November 2013. Sachin Tendulkar walked off the Wankhede Stadium pitch for the last time, folded his hands, and stood at the crease for a few moments before leaving. Then, from the centre of the ground, he spoke for 25 minutes without notes – or rather, with a small paper of pointers so he would not forget anyone. From his late father to the groundsmen who prepared the pitch, the speech was as precise and complete as the innings he had played for 24 years.

I was watching from home. What struck me was not the sentiment – it was how much of what he said mapped directly onto the financial lives of his fans in the stands, the people earning Rs. 40,000 a month in Mumbai, saving erratically, planning retirement vaguely, hoping it would all work out.

Seven things Sachin said that day have stayed with me. All of them translate.

Why This Speech Still Matters

Sachin’s farewell speech was not about cricket. It was about a career built on discipline, coaching, sacrifice, balance, and purpose – all of which have direct financial equivalents. The lessons he described from 24 years of professional excellence map onto what separates the people who retire financially secure from those who do not.

7 Financial Lessons from Sachin Tendulkar's Farewell Speech

1. Retirement Is Inevitable – Plan for It Before It Plans Itself

Sachin said: “My life, between 22 yards for 24 years, it is hard to believe that that wonderful journey has come to an end.”

Every professional career ends. Gymnasts retire at 18. Athletes at 25. Cricketers at 35. Senior executives at 55 or 60. The difference is that Sachin had known since he was a teenager that his career had a finite window. Most people do not think about retirement with that same clarity until they are uncomfortably close to it.

The financial translation: your career income has a finite runway. The corpus you need for the 25 to 30 years after that runway ends must be built during it. There is no replacement for starting early and being specific about when the clock ends.

2. There Are No Shortcuts

Sachin said his father told him at age 11: “Chase your dreams, but make sure you do not find shortcuts. The path might be difficult, but don’t give up.”

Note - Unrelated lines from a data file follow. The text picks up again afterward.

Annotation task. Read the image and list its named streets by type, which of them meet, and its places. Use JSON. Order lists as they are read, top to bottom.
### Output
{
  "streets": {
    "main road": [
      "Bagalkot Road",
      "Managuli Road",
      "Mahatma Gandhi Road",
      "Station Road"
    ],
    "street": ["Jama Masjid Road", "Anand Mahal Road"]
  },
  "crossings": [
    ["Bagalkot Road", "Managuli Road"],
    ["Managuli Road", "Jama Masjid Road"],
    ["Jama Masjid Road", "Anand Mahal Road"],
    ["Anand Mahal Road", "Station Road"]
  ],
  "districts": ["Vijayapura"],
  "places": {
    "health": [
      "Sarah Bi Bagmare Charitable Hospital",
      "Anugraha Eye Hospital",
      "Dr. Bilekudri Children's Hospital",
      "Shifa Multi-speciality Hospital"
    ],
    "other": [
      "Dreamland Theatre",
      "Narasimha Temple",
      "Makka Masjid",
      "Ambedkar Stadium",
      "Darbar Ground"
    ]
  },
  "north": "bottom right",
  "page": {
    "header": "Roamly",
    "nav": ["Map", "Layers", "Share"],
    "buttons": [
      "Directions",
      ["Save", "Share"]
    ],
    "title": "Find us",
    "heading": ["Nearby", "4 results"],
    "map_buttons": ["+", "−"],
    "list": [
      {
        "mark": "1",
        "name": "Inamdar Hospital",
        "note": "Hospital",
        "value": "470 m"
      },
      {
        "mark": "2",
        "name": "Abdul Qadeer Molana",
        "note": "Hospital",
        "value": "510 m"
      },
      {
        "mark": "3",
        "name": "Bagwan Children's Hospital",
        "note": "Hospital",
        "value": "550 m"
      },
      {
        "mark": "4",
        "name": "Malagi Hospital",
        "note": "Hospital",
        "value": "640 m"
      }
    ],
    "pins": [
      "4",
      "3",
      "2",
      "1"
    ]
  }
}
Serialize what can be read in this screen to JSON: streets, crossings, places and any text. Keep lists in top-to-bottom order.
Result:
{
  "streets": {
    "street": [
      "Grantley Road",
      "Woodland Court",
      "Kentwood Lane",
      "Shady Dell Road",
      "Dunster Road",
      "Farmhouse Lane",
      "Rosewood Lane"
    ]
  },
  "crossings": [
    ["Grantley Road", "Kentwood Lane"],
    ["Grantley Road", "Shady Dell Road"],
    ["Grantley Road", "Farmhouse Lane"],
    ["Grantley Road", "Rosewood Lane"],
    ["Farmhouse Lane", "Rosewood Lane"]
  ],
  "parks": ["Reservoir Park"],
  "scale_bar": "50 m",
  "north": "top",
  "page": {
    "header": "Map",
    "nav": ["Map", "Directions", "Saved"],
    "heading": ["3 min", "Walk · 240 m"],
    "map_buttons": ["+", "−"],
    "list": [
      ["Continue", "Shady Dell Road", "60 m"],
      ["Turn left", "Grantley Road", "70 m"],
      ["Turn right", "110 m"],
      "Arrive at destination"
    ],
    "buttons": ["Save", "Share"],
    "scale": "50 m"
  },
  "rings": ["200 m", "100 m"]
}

In financial planning, shortcuts wear different masks each decade. In the 1990s it was chit funds. In the 2000s it was real estate that “always goes up.” In the 2010s it was penny stocks and IPO flipping. In the 2020s it is crypto, F&O trading, and finfluencer tips on Instagram. The instrument changes. The promise of easy money without patience is the constant.

The only reliable path to retirement wealth in India is the one Sachin took to cricket excellence: consistent effort, appropriate risk-taking, long time horizon, and the discipline to ignore noise. A SIP in a diversified equity fund, sustained through market corrections, is boring and effective. Shortcuts are exciting and usually expensive.

3. Every Exceptional Performer Has a Coach

Sachin described how his first coach, Ramakant Achrekar, never once said “well played” – because he believed praise would make the young Sachin complacent. And despite talent that required no coach to be visible, Sachin continued to work with coaches throughout his career.

The question I ask clients: if the God of Cricket needed a coach, what makes you think you can manage your retirement plan alone? A financial advisor does what a good coach does – provides perspective without emotional attachment, prevents impulsive decisions during difficult periods, and holds you accountable to your plan when you want to deviate.

The investor who managed their own portfolio during March 2020 and sold at the bottom (as many did) needed a coach. The investor who called their advisor, heard “hold, do not sell,” and stayed invested, recovered fully within 9 months. The same information, but one person had someone to stop them from a panic decision.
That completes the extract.